How to complete this task —
What lines of the material below include the string "canvas"? Copy all of them.

─── Data supplied

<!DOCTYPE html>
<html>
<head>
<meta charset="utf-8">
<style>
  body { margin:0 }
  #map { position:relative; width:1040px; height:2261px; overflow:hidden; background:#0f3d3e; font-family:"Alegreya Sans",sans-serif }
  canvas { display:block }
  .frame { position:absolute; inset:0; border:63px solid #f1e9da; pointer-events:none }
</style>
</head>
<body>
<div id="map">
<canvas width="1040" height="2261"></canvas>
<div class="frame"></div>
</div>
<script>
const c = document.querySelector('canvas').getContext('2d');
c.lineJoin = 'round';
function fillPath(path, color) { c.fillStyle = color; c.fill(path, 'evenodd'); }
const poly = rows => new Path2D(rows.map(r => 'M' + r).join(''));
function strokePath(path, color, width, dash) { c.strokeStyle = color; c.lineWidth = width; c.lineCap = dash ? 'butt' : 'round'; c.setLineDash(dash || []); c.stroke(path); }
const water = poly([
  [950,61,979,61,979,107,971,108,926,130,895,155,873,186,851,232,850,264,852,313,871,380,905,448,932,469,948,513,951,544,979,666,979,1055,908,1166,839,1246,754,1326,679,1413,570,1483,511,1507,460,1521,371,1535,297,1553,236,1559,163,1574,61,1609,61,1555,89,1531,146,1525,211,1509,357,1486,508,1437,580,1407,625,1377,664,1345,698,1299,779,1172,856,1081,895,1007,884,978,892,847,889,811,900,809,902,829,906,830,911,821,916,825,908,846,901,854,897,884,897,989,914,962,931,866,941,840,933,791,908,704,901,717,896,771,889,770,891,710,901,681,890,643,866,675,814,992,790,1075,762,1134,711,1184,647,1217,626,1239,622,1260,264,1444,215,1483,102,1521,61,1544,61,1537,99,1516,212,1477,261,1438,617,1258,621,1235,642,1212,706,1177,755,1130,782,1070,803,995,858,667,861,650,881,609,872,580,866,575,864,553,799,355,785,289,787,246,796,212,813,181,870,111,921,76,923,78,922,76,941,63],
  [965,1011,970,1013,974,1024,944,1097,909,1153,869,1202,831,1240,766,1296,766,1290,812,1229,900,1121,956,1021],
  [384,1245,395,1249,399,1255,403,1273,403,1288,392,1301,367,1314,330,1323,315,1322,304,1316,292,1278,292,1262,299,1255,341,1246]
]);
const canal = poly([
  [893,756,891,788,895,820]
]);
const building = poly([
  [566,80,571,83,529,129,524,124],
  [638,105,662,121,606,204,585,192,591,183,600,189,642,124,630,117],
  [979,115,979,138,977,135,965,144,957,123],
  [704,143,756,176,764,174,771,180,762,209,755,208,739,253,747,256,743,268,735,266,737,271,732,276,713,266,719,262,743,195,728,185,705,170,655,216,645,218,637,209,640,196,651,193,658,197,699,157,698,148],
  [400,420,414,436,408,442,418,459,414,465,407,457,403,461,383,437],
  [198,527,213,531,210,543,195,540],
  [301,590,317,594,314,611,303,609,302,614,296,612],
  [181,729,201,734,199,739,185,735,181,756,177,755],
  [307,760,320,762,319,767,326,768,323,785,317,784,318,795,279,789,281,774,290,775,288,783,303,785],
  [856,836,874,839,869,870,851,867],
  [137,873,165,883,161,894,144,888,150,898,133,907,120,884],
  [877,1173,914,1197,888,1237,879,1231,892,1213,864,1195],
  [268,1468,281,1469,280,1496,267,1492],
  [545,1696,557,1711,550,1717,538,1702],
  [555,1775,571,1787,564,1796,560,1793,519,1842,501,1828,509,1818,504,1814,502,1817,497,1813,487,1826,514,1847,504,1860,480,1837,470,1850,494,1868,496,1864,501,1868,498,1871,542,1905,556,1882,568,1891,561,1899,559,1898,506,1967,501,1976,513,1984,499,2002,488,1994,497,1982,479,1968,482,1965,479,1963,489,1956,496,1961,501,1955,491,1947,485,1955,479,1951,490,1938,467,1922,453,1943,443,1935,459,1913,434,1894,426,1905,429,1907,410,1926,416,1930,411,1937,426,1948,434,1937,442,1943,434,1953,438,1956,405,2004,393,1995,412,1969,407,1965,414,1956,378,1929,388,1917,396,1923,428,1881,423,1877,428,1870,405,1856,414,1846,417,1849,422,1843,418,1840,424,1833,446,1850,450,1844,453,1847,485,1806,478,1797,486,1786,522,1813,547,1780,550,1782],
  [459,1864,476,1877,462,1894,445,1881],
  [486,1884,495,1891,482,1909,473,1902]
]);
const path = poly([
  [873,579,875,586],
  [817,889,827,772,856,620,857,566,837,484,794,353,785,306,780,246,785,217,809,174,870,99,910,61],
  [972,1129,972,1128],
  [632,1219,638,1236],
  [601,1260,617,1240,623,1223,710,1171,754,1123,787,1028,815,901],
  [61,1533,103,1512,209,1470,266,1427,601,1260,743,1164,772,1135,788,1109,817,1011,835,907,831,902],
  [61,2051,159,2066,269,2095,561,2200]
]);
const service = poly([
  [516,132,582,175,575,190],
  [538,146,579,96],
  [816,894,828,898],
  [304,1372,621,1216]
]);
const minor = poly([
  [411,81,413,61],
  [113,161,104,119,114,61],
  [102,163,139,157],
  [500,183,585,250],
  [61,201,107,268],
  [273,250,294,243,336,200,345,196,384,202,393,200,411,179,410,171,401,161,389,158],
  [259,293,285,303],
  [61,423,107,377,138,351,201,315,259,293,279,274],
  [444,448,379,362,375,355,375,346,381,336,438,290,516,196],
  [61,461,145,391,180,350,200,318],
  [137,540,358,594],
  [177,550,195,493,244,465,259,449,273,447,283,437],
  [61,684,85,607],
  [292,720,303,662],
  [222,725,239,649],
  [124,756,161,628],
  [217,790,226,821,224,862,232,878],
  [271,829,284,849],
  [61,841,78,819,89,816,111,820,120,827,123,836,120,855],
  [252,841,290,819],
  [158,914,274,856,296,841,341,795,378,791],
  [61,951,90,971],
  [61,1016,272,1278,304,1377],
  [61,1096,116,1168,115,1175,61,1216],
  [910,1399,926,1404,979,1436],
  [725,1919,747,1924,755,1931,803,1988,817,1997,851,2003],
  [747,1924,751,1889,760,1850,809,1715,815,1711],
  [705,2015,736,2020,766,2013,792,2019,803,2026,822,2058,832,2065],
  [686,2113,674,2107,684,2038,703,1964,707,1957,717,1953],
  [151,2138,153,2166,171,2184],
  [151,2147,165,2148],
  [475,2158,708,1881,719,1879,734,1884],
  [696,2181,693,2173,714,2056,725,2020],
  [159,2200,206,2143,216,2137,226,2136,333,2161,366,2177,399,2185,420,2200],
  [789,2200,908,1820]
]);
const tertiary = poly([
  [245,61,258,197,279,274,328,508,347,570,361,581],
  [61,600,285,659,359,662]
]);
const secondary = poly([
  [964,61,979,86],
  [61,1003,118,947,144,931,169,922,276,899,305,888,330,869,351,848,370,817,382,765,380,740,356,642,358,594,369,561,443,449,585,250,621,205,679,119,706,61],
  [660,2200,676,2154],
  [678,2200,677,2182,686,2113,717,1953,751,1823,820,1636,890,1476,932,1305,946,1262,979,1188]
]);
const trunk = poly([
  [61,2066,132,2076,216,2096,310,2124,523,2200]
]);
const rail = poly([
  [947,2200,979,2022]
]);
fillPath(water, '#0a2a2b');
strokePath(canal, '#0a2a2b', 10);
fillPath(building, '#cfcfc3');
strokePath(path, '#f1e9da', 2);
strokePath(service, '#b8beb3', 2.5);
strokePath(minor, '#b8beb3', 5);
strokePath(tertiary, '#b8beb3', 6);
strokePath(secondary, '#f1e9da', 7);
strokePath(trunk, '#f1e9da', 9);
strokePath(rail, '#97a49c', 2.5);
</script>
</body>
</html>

──────

Final answer —
  canvas { display:block }
<canvas width="1040" height="2261"></canvas>
const c = document.querySelector('canvas').getContext('2d');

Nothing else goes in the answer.